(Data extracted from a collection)
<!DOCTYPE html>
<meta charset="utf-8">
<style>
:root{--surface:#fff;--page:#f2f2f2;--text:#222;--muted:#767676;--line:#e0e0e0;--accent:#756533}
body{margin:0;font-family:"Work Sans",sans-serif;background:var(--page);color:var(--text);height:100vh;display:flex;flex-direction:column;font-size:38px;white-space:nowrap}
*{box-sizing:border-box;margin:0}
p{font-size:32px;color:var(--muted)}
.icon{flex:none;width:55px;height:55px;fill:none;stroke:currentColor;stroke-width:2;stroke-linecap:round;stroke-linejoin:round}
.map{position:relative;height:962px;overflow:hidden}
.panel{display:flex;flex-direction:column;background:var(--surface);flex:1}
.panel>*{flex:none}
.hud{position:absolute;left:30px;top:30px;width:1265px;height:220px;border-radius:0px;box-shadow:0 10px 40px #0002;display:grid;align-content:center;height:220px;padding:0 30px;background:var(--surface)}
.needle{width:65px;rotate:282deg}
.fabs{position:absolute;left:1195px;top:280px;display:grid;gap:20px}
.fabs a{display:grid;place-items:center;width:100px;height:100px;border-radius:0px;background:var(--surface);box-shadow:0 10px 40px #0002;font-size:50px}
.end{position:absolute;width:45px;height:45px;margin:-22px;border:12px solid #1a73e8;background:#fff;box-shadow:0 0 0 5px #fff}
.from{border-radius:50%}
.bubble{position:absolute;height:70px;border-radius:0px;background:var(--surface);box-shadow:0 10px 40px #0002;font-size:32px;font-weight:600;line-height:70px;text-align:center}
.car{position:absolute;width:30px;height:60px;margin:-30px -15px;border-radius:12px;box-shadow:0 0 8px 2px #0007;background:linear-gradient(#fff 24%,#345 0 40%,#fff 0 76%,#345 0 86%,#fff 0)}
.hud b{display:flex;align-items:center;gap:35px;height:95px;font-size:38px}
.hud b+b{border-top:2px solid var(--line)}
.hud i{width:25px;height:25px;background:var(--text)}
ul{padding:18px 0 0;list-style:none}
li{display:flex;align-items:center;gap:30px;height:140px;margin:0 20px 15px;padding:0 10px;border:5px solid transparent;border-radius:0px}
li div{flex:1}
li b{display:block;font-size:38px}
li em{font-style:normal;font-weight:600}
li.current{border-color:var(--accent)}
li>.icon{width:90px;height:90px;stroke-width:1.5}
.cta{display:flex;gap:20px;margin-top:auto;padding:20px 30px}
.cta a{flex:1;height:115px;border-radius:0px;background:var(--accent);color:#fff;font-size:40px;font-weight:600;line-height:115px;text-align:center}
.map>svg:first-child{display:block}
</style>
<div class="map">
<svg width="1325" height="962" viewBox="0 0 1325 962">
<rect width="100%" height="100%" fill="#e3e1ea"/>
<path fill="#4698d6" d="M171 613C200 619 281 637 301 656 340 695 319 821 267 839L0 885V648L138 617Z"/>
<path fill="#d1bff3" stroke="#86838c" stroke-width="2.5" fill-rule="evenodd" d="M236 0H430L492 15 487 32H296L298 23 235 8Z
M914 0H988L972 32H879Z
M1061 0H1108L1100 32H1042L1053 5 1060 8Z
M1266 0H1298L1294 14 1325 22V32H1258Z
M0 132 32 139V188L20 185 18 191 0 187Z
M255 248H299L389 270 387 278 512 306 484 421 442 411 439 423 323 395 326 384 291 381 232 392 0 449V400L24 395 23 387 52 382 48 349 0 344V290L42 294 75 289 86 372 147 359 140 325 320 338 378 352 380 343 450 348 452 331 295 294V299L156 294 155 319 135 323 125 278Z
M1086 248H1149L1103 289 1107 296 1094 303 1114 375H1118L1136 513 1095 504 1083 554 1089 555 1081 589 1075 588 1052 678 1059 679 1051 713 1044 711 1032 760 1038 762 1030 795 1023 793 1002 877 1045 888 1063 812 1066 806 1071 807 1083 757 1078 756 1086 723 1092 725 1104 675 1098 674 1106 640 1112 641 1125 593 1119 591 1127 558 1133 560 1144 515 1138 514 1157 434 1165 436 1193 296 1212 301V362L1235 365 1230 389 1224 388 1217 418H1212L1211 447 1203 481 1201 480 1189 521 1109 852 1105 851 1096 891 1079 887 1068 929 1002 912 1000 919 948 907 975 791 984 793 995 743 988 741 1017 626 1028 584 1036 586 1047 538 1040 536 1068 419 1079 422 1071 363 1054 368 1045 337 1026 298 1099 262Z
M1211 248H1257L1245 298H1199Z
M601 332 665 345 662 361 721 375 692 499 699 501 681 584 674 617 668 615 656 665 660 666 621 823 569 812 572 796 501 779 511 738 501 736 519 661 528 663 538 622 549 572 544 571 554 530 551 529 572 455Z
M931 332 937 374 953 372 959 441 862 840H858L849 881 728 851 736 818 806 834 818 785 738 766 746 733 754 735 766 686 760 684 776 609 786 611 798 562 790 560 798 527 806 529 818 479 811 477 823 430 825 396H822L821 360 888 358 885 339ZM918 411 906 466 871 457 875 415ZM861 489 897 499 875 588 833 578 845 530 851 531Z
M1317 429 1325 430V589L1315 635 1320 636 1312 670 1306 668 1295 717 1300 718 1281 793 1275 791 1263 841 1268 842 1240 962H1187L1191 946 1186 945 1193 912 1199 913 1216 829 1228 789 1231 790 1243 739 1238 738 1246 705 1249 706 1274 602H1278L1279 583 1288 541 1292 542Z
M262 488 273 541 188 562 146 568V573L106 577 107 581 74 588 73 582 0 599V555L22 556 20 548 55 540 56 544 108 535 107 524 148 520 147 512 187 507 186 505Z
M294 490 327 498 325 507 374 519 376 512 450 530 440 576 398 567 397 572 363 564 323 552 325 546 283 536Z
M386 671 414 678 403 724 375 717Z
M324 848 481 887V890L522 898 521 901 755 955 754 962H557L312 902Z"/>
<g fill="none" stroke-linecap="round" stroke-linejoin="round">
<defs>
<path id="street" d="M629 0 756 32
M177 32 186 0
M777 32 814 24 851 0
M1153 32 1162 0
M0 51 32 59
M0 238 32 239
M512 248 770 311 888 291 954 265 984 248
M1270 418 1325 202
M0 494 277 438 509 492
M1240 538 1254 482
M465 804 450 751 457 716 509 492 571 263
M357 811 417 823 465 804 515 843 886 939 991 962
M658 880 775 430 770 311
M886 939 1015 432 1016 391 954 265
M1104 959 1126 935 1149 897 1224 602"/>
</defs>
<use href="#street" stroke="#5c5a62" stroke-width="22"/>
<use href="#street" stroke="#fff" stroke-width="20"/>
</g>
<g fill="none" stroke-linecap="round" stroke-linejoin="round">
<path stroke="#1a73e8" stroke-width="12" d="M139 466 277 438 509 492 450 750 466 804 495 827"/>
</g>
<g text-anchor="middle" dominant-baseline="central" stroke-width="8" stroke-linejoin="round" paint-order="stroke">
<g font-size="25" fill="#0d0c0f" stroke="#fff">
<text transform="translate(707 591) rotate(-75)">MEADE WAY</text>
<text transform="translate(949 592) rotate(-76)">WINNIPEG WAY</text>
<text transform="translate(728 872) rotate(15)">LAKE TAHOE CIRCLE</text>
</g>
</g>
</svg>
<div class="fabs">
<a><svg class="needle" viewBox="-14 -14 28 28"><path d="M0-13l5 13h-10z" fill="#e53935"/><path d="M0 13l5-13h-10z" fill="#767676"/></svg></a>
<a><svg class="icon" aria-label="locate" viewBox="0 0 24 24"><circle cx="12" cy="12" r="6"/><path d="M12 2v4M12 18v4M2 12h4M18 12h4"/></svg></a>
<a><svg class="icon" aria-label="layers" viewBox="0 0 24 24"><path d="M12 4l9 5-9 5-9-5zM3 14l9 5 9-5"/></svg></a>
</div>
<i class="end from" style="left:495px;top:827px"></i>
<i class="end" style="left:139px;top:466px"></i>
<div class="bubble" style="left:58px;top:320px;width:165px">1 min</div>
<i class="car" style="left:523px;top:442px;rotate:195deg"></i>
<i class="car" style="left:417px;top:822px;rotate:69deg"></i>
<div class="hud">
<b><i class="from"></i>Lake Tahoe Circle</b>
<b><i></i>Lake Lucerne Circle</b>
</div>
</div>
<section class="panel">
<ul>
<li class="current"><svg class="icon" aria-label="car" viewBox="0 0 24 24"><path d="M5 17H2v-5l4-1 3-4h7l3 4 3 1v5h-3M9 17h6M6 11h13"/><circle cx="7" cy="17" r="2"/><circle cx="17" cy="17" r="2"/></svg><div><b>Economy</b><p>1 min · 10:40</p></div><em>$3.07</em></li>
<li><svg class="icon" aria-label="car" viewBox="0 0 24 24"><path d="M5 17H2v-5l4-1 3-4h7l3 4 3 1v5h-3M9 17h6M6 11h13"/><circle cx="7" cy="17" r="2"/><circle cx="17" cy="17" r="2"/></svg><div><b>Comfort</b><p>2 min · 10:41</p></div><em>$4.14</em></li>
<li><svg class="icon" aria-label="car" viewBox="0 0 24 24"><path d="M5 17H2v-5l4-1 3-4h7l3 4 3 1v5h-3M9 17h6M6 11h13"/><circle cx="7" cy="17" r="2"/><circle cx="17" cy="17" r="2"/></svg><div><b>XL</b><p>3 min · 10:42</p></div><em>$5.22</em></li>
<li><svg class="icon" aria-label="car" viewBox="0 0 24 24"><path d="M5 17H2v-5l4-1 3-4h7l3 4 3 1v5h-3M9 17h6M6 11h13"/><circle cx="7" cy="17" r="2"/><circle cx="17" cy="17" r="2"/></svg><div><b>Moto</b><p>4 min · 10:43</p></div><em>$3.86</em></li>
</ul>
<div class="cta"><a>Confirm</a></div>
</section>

§ Work order: In the records above, find each line with the word "column" and copy it.

§ Reply to the exercise:
body{margin:0;font-family:"Work Sans",sans-serif;background:var(--page);color:var(--text);height:100vh;display:flex;flex-direction:column;font-size:38px;white-space:nowrap}
.panel{display:flex;flex-direction:column;background:var(--surface);flex:1}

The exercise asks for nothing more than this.